Infoterra was founded in 2001, six years before TerraSAR-X launched, specifically to build a commercial market for radar satellite data. It was a subsidiary of EADS Astrium, Europe’s third-largest space company at the time, operating within a corporation of 116,000 employees and €39 billion in revenues. The resources were there. The technology was there. The structural problem was also there.
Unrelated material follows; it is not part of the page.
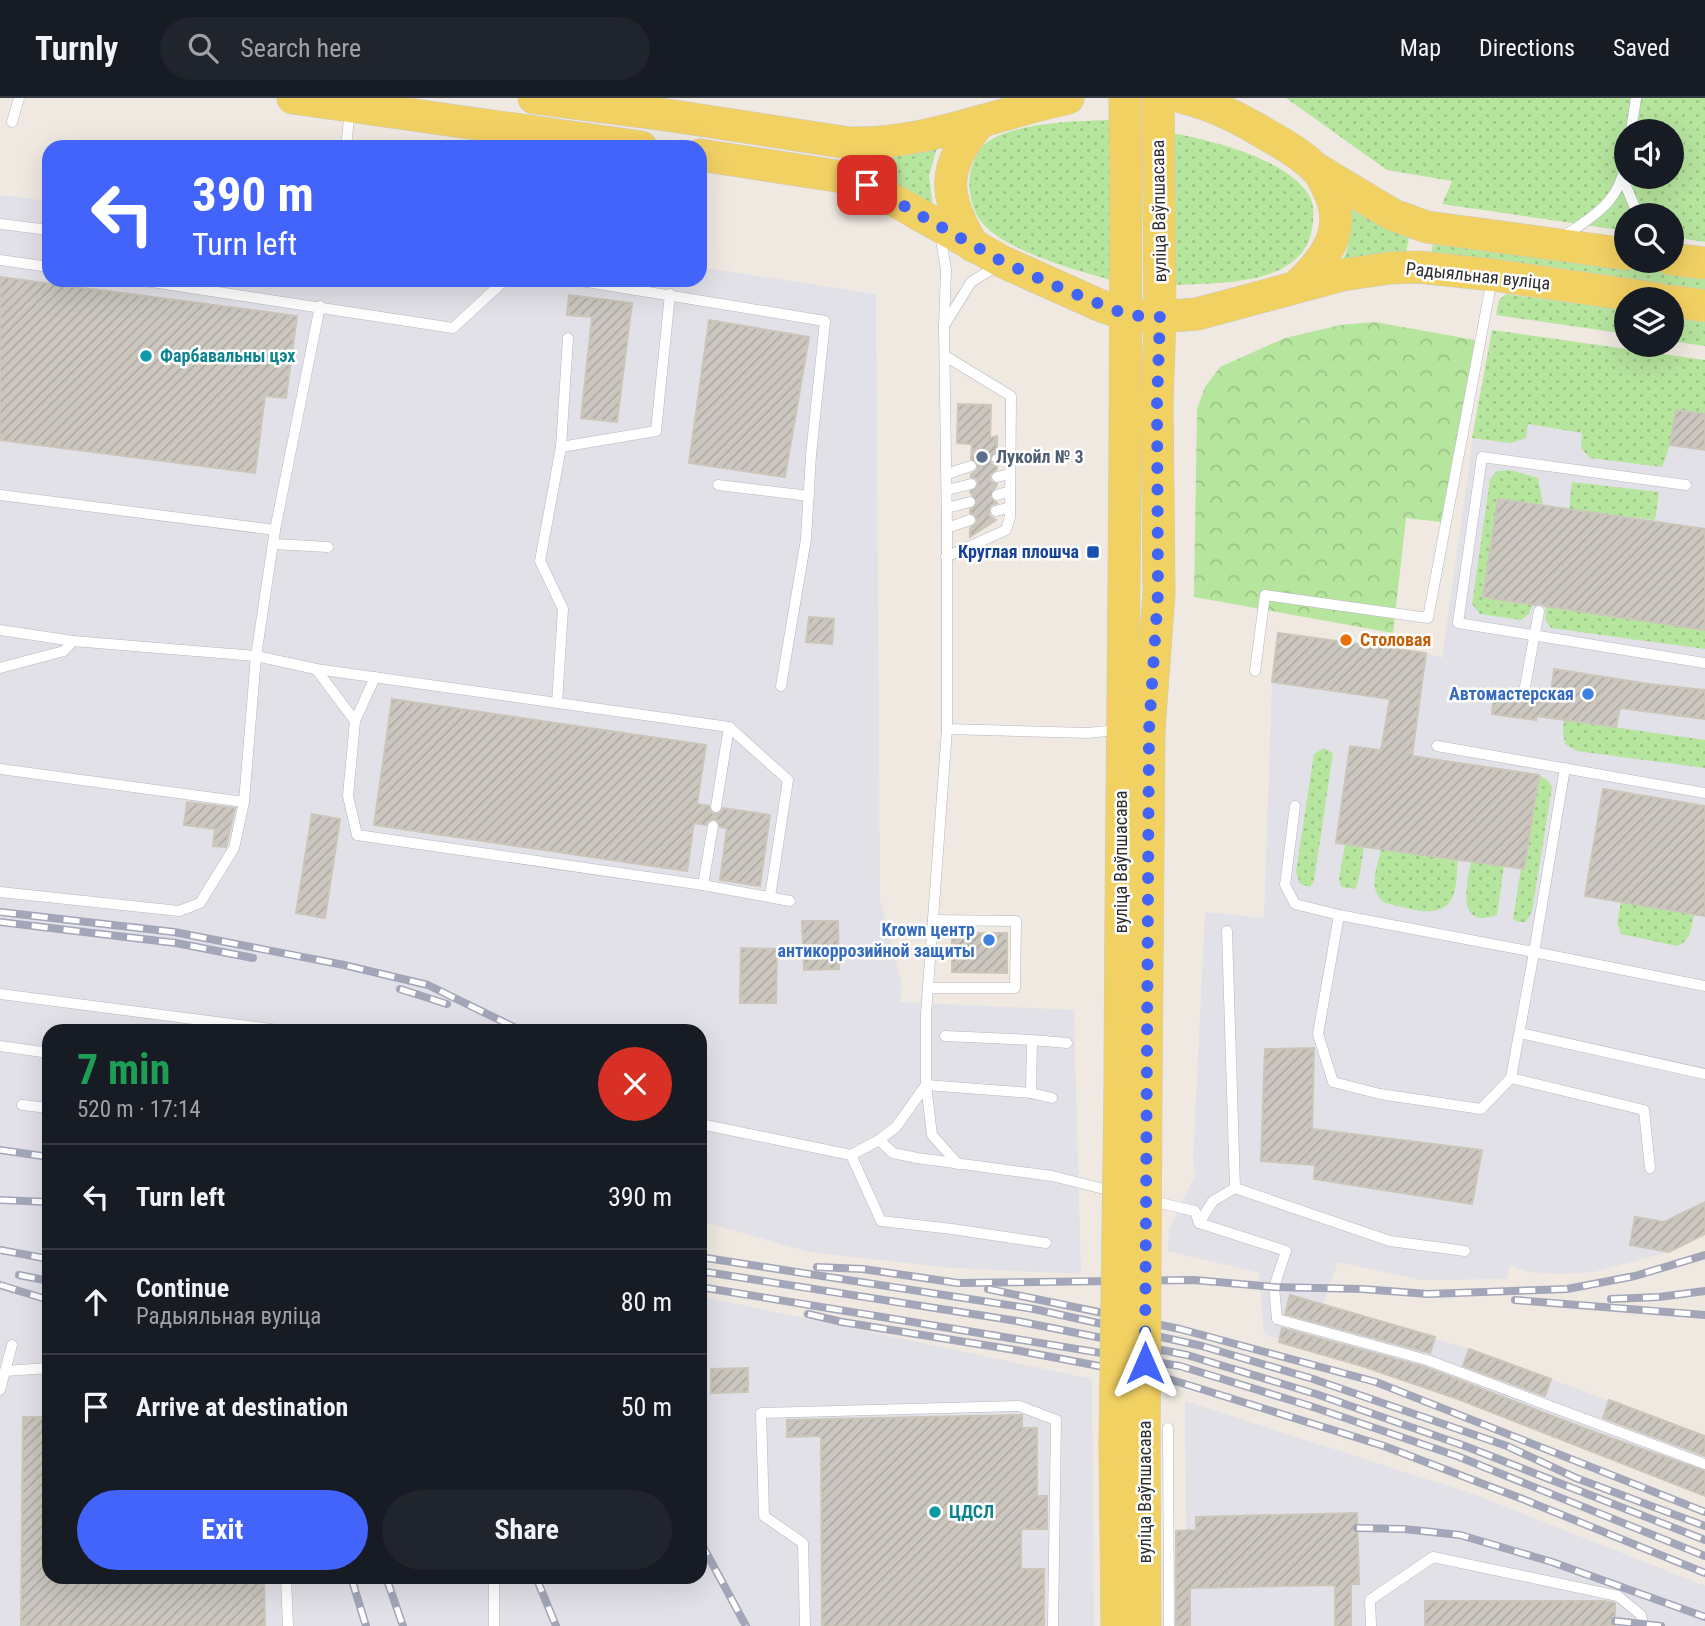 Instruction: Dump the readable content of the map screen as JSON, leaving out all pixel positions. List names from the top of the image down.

Commercial SAR data in the mid-2000s had no established non-defence commercial buyer. The primary customers were military and government agencies – and within that segment, SAR data reached users through institutional frameworks such as the International Charter on Space and Major Disasters, which is activated free of charge for emergency response organisations following qualifying events. But that was not a commercial market. It was a gratis activation system for state actors. The corporate or insurance buyer who would later pay for persistent SAR monitoring did not yet exist.
Infoterra built a global distribution network of around 60 resellers, but the radar data market was largely unfamiliar territory for most of them. Optical imagery was cheaper, easier to understand, and already had established workflows. Convincing buyers to work with radar data required education, customised processing pipelines, and applications development – all of which took time and money that a single satellite with a finite operational life could not absorb.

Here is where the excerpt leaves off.